Since mammography was first introduced, some concerns have been raised about the potential risks associated with repeated exposure of the breast to ionizing radiation (i.e., X rays). There is no direct evidence of carcinogenic risk from mammography,  but there is a hypothetical risk from screening because higher than normal rates of breast cancer have been noted in women with high-level radiation exposures to the breast that occurred from the 1930s to the 1950s as a result of exposure to atomic bomb radiation, multiple chest X rays, and radiation therapy treatments for benign disease or Hodgkin’s lymphoma (Clemons et al.,  2000;  Feig and Hendrick,  1997). 

However,  extrapolation of cancer risk from these very high radiation doses,  which are unlike any dose a woman might receive from mammography, is difficult, if not impossible (Land, 1980), and most experts agree that the potential benefits of mammography outweigh the risks from radiation (Feig and Hendrick, 1997). Furthermore, technical improvements to mammographic methods over the years have greatly reduced the dose of radiation necessary to obtain quality mammograms.

Nonetheless, the risk of cancer following radiation exposure may not be uniform among all women. For example, a number of rare hereditary syndromes, usually diagnosed in children, are associated with cancer predisposition as well as sensitivity to ionizing radiation.  Among these is ataxia telangiectasia (AT),  a rare autosomal recessive disorder.  It was observed by Swift and coworkers that mothers of children with AT developed breast cancer more frequently than predicted for the general population and that the breast cancers in these individuals were often associated with exposure to diagnostic radiation (Swift et al., 1991).
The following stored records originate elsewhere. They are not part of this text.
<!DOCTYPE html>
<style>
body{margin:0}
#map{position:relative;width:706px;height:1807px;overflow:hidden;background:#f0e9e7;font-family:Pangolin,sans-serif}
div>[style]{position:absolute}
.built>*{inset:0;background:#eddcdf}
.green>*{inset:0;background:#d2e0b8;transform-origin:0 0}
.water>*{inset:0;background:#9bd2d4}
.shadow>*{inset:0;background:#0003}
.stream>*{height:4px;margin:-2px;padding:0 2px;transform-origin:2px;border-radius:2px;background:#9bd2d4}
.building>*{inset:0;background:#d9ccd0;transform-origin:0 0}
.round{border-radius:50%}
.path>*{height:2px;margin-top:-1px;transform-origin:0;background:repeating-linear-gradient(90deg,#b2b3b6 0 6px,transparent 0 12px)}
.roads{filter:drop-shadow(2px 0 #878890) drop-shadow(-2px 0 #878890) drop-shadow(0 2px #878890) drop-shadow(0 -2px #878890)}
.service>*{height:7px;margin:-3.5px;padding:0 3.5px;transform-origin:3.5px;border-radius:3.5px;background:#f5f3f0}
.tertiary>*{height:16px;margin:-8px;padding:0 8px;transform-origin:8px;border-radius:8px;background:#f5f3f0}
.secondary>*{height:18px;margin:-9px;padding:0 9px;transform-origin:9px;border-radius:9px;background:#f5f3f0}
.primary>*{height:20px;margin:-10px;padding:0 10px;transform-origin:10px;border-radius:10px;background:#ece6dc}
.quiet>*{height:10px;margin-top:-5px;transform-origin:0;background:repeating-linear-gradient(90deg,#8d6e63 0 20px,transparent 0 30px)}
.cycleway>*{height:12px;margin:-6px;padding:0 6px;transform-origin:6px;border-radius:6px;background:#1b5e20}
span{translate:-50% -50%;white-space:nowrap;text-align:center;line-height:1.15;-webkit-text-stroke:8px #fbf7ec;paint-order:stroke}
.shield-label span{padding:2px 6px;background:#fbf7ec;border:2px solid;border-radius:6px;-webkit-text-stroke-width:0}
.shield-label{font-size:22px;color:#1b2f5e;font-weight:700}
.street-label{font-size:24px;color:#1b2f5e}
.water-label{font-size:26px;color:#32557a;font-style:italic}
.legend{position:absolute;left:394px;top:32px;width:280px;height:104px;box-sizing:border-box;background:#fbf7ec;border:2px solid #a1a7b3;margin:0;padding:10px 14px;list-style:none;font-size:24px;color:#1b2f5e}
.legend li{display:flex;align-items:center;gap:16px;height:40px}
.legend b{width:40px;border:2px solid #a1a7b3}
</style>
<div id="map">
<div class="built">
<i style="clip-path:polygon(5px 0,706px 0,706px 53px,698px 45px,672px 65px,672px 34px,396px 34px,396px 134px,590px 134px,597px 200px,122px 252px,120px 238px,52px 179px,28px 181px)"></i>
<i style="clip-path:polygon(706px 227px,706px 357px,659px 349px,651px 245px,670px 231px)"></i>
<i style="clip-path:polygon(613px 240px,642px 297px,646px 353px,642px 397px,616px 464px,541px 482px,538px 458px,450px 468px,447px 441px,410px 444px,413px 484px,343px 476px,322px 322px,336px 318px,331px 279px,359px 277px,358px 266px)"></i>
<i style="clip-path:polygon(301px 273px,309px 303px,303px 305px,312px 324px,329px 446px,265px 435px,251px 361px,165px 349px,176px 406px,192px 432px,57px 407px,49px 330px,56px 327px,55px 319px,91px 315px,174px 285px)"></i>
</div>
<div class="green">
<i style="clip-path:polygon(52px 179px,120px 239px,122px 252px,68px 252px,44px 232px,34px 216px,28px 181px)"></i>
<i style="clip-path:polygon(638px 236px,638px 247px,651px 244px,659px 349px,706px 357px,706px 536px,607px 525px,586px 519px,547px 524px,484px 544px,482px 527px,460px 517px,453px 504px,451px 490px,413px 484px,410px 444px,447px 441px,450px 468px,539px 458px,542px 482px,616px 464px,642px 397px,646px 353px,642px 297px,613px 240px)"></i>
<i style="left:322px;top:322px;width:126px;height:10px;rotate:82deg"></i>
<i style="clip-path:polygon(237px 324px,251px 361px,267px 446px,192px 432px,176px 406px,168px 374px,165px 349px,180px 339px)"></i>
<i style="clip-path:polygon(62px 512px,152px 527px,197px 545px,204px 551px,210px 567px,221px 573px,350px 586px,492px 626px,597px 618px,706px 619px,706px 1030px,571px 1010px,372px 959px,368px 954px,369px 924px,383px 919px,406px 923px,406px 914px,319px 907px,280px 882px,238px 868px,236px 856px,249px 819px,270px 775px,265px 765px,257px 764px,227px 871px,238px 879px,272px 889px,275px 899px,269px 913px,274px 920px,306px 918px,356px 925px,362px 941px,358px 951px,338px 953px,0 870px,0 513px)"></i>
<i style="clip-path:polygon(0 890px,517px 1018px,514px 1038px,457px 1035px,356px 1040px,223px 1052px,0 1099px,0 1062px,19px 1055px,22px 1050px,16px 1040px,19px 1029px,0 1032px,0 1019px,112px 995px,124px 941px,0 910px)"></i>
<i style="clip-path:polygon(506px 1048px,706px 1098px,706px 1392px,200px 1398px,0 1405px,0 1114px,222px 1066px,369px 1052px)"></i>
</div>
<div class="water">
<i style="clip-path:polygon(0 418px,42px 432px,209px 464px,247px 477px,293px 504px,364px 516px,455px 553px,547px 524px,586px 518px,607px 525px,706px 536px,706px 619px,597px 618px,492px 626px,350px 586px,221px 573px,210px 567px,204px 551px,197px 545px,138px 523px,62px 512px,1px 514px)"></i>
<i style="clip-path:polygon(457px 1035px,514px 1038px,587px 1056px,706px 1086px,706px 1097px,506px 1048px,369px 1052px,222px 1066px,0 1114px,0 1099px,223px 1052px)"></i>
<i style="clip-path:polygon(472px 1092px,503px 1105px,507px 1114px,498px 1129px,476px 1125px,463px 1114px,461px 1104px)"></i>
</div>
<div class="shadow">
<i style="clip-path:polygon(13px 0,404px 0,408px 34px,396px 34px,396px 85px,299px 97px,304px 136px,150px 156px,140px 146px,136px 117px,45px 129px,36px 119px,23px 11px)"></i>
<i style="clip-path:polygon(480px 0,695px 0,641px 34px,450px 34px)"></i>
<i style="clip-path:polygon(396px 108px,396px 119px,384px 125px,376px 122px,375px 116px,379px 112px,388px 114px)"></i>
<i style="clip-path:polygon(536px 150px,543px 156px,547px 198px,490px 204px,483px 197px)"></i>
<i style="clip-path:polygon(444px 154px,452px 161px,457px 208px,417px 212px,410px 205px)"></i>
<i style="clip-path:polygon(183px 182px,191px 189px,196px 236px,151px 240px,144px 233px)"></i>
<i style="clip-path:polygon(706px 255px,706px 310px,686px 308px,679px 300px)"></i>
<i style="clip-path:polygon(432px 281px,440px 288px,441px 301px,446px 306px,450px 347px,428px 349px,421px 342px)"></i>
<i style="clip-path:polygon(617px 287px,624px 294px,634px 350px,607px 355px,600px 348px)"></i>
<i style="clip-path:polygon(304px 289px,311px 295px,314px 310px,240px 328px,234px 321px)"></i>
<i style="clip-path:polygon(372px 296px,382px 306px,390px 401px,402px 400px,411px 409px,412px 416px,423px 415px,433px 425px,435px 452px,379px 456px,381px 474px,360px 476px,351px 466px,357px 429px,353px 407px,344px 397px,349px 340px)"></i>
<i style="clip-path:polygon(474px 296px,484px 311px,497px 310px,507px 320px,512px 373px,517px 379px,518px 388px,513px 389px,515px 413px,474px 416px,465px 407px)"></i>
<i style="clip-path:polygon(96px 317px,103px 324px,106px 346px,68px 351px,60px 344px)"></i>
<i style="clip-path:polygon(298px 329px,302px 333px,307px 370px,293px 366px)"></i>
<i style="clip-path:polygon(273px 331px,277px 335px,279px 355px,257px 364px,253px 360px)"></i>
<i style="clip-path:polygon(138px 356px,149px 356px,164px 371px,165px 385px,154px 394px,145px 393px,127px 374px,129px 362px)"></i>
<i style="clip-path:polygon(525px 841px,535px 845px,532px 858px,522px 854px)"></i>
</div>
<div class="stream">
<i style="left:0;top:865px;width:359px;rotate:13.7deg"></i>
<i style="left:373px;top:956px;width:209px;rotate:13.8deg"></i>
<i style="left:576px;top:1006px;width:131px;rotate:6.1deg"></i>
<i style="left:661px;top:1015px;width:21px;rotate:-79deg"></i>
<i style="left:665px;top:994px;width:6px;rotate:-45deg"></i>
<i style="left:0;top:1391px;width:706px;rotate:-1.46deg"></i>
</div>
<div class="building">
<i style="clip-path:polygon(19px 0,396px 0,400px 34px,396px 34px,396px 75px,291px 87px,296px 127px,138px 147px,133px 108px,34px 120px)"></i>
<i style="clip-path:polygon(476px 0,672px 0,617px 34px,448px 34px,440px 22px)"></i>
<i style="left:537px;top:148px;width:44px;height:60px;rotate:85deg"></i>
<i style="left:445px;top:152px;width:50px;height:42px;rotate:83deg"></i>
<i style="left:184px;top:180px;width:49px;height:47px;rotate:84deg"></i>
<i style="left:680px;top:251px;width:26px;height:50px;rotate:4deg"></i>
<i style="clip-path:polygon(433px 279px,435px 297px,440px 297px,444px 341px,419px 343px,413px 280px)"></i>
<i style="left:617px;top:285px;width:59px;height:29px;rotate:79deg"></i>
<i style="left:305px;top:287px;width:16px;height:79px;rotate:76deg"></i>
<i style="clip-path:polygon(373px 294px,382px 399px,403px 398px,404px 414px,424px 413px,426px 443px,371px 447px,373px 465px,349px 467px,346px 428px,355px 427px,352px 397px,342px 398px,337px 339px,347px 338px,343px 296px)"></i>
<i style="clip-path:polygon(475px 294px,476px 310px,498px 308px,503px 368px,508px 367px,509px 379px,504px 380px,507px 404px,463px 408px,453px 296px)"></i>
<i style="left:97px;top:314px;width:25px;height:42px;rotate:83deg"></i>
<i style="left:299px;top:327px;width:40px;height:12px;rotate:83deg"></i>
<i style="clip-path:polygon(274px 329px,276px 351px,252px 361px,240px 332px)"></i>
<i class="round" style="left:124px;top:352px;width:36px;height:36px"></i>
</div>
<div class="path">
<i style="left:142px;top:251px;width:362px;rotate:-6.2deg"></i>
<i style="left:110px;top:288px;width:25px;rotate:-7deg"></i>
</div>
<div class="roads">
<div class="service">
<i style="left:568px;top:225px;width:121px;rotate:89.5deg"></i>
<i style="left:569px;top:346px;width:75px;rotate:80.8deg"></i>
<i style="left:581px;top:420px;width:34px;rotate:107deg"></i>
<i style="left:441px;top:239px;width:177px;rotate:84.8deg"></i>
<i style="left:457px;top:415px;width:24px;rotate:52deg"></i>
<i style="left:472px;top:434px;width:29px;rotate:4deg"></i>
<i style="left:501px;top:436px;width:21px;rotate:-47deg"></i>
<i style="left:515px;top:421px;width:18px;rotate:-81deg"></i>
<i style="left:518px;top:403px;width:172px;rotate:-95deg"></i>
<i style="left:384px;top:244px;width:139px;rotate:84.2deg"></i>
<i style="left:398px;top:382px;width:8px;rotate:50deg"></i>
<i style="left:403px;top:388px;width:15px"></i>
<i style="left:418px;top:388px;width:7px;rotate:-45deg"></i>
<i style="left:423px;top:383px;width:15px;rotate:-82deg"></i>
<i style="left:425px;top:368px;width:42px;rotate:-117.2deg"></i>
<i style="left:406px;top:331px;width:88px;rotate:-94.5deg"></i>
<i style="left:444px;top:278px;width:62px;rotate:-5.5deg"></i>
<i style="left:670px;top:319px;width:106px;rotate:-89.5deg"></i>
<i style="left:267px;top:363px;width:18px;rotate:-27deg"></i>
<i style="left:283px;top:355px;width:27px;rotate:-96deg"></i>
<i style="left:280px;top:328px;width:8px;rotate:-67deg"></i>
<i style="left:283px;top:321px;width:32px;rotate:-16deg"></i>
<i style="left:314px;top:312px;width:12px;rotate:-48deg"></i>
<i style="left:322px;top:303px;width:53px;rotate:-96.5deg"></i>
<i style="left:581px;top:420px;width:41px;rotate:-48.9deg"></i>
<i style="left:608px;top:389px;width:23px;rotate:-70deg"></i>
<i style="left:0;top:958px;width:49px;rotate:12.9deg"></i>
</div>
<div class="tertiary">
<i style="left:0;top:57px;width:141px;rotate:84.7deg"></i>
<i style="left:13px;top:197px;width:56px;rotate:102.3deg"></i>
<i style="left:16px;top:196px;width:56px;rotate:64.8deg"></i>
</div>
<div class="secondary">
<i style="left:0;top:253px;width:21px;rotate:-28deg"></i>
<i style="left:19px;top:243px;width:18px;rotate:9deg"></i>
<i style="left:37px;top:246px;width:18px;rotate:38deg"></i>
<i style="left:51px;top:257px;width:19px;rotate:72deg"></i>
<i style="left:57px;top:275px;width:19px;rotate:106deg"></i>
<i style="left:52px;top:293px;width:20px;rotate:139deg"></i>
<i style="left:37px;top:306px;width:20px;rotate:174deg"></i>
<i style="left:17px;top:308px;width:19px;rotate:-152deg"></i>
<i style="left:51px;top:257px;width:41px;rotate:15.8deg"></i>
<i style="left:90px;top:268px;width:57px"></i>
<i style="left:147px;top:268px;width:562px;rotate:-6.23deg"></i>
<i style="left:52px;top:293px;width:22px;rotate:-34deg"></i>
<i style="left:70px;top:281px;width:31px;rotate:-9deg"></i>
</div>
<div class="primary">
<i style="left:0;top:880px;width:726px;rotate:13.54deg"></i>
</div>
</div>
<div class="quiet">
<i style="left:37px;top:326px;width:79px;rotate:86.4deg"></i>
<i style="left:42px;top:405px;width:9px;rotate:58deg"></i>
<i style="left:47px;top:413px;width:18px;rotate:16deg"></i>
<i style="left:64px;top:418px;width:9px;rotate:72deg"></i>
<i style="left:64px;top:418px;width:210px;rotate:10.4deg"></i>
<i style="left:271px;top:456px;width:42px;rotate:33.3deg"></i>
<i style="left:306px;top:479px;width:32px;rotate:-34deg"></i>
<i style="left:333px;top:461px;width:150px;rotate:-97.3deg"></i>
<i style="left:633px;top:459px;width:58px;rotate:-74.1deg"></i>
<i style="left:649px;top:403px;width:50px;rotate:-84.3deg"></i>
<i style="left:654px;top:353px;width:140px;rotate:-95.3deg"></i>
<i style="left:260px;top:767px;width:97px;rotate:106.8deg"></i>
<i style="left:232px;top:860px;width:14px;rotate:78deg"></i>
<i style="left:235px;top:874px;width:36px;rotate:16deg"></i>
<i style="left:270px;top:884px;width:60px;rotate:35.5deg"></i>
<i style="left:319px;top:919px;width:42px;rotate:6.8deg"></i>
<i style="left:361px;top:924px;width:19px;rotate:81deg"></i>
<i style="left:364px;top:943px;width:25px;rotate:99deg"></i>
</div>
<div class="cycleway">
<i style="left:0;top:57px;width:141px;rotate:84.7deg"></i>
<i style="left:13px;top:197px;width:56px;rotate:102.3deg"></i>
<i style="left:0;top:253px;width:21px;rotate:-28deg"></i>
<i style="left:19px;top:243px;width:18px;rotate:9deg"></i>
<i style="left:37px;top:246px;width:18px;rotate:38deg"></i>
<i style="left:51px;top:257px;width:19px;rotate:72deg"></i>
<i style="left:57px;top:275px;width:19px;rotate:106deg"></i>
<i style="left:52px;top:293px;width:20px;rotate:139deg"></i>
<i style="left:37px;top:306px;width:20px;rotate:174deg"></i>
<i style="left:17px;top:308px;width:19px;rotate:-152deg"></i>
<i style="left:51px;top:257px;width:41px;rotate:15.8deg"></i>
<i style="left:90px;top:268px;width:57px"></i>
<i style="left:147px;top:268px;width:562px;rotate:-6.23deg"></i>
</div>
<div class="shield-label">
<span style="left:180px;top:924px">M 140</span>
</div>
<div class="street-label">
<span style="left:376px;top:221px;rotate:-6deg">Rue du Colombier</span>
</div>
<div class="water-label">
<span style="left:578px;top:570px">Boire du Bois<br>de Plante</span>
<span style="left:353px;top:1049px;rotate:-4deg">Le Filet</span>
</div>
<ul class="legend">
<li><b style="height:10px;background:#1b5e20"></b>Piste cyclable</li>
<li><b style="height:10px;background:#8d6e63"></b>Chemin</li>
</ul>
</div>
Because 1 percent of the general population was predicted to be carriers of mutations of the AT gene, there was a concern that a large subset of women would be more susceptible to diagnostic radiographic procedures. Since the identification and cloning of the AT gene, a number of studies have been designed to address this important public health question. Of five studies conducted to date, only one reveals an increased risk for breast cancer in AT heterozygotes (Table 1-6).
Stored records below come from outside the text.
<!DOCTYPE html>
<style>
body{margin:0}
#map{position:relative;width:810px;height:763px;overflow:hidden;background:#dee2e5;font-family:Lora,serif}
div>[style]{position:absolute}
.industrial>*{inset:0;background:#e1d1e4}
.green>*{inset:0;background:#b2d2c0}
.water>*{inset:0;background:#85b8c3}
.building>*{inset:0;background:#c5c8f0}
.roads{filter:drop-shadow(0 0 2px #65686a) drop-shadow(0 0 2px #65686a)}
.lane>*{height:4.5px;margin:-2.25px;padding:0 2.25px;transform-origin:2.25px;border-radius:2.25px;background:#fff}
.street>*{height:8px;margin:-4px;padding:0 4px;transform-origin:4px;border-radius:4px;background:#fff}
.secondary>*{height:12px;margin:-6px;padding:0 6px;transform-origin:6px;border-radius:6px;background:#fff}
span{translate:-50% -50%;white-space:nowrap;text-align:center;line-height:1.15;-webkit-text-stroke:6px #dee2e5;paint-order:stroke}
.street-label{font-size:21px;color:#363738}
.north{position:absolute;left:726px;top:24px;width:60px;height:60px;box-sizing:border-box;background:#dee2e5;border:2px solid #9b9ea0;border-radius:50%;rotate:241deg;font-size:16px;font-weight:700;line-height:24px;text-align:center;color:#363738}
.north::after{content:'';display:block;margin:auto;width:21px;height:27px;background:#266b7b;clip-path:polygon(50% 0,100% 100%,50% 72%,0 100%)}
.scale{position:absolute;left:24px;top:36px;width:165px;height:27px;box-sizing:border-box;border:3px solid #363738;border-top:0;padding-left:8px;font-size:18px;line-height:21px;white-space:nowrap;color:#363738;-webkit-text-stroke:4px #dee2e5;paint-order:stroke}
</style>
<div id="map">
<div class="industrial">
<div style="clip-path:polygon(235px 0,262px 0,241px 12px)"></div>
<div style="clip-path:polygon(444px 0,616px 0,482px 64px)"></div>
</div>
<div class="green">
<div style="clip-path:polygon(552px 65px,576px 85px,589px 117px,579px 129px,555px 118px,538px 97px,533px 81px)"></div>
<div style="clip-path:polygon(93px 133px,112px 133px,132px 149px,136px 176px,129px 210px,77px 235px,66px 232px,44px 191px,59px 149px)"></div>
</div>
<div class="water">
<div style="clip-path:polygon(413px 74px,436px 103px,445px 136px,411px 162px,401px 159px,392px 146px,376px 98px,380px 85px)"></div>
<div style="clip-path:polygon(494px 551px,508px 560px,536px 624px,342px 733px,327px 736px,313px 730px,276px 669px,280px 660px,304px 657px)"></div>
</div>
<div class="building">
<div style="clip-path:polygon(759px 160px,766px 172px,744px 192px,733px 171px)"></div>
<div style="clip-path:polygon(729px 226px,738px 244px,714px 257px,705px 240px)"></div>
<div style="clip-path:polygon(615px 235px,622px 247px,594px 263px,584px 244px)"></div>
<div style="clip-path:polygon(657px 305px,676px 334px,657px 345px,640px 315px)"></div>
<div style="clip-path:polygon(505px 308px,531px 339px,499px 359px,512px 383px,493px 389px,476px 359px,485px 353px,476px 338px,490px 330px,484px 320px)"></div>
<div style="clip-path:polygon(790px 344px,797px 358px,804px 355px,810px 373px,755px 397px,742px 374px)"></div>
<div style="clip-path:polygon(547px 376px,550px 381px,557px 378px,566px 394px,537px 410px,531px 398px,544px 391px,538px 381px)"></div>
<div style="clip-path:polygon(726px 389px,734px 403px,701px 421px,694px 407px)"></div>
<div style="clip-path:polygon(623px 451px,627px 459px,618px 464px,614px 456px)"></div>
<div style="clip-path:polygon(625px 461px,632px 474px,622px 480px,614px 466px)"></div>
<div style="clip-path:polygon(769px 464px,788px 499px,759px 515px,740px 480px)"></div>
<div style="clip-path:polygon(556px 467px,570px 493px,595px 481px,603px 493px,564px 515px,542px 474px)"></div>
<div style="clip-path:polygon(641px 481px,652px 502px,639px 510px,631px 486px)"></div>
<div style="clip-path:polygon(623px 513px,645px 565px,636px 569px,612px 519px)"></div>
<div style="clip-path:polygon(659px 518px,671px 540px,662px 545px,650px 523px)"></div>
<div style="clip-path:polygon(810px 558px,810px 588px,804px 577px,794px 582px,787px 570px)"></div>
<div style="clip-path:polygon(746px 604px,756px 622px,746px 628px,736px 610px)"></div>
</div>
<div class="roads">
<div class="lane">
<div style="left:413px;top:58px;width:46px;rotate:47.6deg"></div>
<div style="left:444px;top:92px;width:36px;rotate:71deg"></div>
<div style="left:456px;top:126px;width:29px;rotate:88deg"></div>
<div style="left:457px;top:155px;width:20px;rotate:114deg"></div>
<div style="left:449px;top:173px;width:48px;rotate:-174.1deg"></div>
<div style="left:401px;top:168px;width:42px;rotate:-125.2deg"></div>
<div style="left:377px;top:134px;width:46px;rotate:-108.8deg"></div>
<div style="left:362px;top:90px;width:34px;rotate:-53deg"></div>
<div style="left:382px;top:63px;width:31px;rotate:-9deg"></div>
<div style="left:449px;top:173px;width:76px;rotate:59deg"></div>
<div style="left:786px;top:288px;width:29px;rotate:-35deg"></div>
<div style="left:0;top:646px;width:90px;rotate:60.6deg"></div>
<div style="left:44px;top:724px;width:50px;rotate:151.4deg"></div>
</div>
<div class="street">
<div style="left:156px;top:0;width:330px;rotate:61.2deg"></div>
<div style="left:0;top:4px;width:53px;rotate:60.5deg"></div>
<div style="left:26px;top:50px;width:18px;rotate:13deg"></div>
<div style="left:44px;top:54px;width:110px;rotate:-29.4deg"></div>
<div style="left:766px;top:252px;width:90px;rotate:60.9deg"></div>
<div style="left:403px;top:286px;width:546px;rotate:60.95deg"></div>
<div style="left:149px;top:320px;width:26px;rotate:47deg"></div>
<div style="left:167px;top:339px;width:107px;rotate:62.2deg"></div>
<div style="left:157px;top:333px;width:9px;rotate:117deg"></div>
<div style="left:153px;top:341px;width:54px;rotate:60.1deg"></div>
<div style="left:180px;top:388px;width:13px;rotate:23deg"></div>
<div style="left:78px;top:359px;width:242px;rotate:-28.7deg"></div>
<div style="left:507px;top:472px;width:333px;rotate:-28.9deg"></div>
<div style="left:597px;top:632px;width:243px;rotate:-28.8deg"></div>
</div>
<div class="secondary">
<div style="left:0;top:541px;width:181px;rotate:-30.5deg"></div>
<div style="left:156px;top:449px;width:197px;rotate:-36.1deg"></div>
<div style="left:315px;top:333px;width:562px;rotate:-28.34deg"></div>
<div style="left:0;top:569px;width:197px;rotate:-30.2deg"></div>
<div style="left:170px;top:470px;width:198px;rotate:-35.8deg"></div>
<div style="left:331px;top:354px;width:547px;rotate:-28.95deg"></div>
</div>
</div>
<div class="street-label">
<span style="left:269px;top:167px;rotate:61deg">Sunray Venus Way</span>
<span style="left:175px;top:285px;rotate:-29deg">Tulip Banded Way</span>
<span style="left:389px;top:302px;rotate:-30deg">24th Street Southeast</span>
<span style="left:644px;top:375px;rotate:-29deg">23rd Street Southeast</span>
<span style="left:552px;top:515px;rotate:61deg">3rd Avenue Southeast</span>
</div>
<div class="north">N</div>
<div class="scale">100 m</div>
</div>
TABLE 1-6  Prevalence of AT Mutations in Women with Early Onset or Bilateral Breast Cancer In addition to these studies of early-onset or contralateral breast cancers occurring after radiation therapy, other study designs have thus far failed to reveal a significant role of AT heterozygosity as a risk factor for radiation-associated breast cancer. One of these studies included 52 patients with a second malignancy after receiving therapeutic radiation for Hodgkin’s disease (Nichols et al., 1999). In addition, the adverse effects of radiation were not associated with AT mutations in 57 patients in two studies (Appelby et al.,  1997;  Shayeghi et al.,  1998).  Thus,  the current literature does not support the theory that mutation of the AT gene is a major risk factor for radiation-induced breast cancer, although additional studies are needed.

Recent studies have also raised concerns regarding the radiation sensitivity of carriers of BRCA mutations. Initial reports showed that mice lacking the protein products of the BRCA1 and BRCA2 genes were extremely sensitive to ionizing radiation (Connor et al., 1997; Sharan et al., 1997). Recently, human tumor cell lines containing one normal copy and one mutated copy of the BRCA1 gene also showed many classical signs of radiation sensitivity (Foray et al., 1999). These results raise the possibility that BRCA mutations in humans may result in deleterious effects (due to the accumulation of radiation-induced mutations) in women exposed to ionizing radiation. However, the doses of gamma radiation used in these cell line experiments (in the range of 1 to 2 grays [Gy]) were far in excess of the doses that normal tissues receive during diagnostic irradiation (in the range of 1 rad, or 0.01 Gy). Further study is needed to address this issue.